54e minute de jeu. Alors que Tottenham reste capable de faire violence aux Blues, l’équipe se retrouve beaucoup plus exposée aux transitions. Encore plus lors de pertes de balle. Nicolas Jackson joue bien sa course en écartant sur sa gauche, mais Dier arrive à l’expérience à semer le doute chez le passeur. L’ex-Citizen se rabat sur une passe pour Cole Palmer. Mal appliquée, Destiny Udogie la dévie. Puis le drame. Dans un duel trop engagé, l’irlandais terrasse le numéro 7 de Chelsea. Pas besoin de VAR, Michael Oliver dégaine un second carton rouge. Pour une fois qu’on n’aura pas à critiquer un arbitre anglais. Dans une grande affiche du championnat, primordiale pour conserver leur bonne place, Tottenham joue donc à neuf pendant 35 longues minutes.
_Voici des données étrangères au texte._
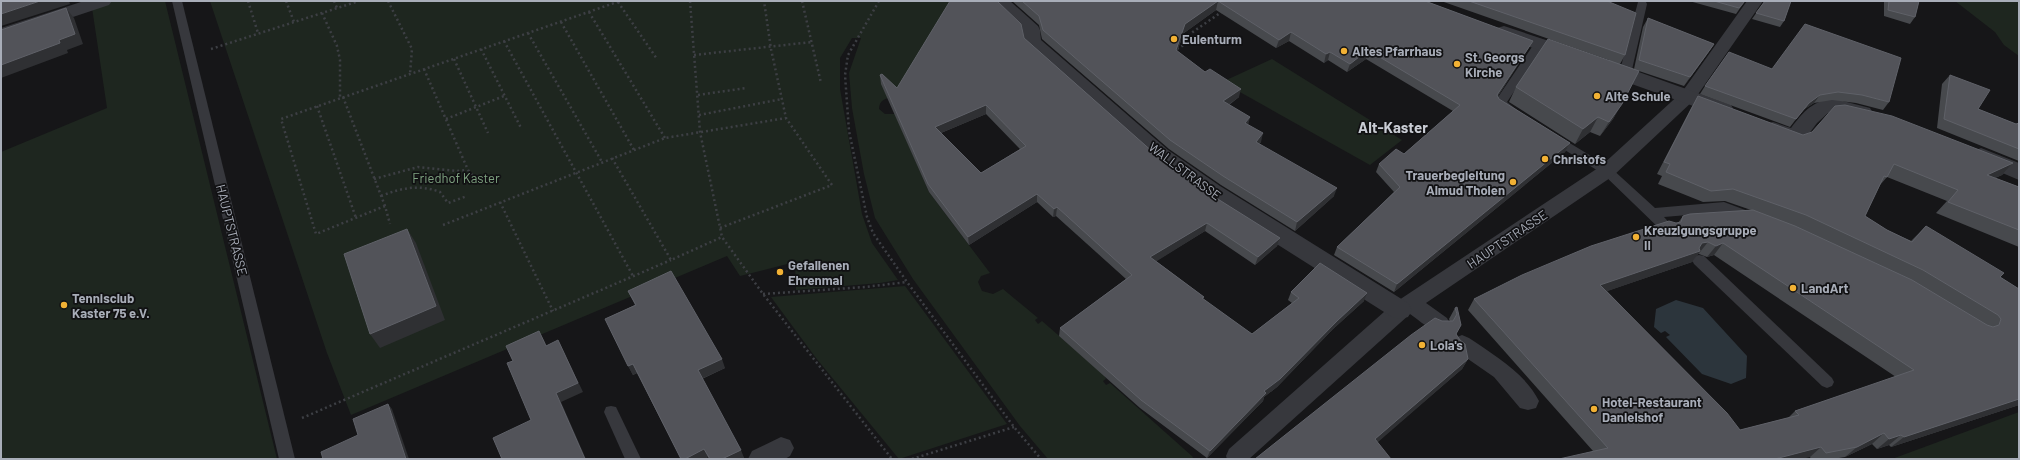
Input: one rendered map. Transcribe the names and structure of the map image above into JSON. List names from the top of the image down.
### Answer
{
  "streets": {
    "street": ["WALLSTRASSE", "HAUPTSTRASSE"]
  },
  "crossings": [
    ["WALLSTRASSE", "HAUPTSTRASSE"]
  ],
  "districts": ["Alt-Kaster"],
  "parks": ["Friedhof Kaster"],
  "places": [
    "Eulenturm",
    "Altes Pfarrhaus",
    "St. Georgs Kirche",
    "Alte Schule",
    "Christofs",
    "Trauerbegleitung Almud Tholen",
    "Kreuzigungsgruppe II",
    "Gefallenen Ehrenmal",
    "LandArt",
    "Tennisclub Kaster 75 e.V.",
    "Lola's",
    "Hotel-Restaurant Danielshof"
  ]
}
Un tout pour le tout de haute volée
Au vu du contexte, et connaissant les derniers techniciens passés le nord de Londres, la logique voudrait que les Spurs protègent le score en formant un bus. Mourinho aurait fait ça. Concernant Conte, qu’on a connu plus excentrique, c’est moins sûr. Mais en se rappelant certains plans de jeu de son Tottenham (le traumatisme contre l’OM, par exemple), on peut statuer que l’italien serait rentré dans le rang. Est-ce qu’Ange Postecoglou en a fait de même ? Si on écrit dessus, vous pouvez vous douter que non.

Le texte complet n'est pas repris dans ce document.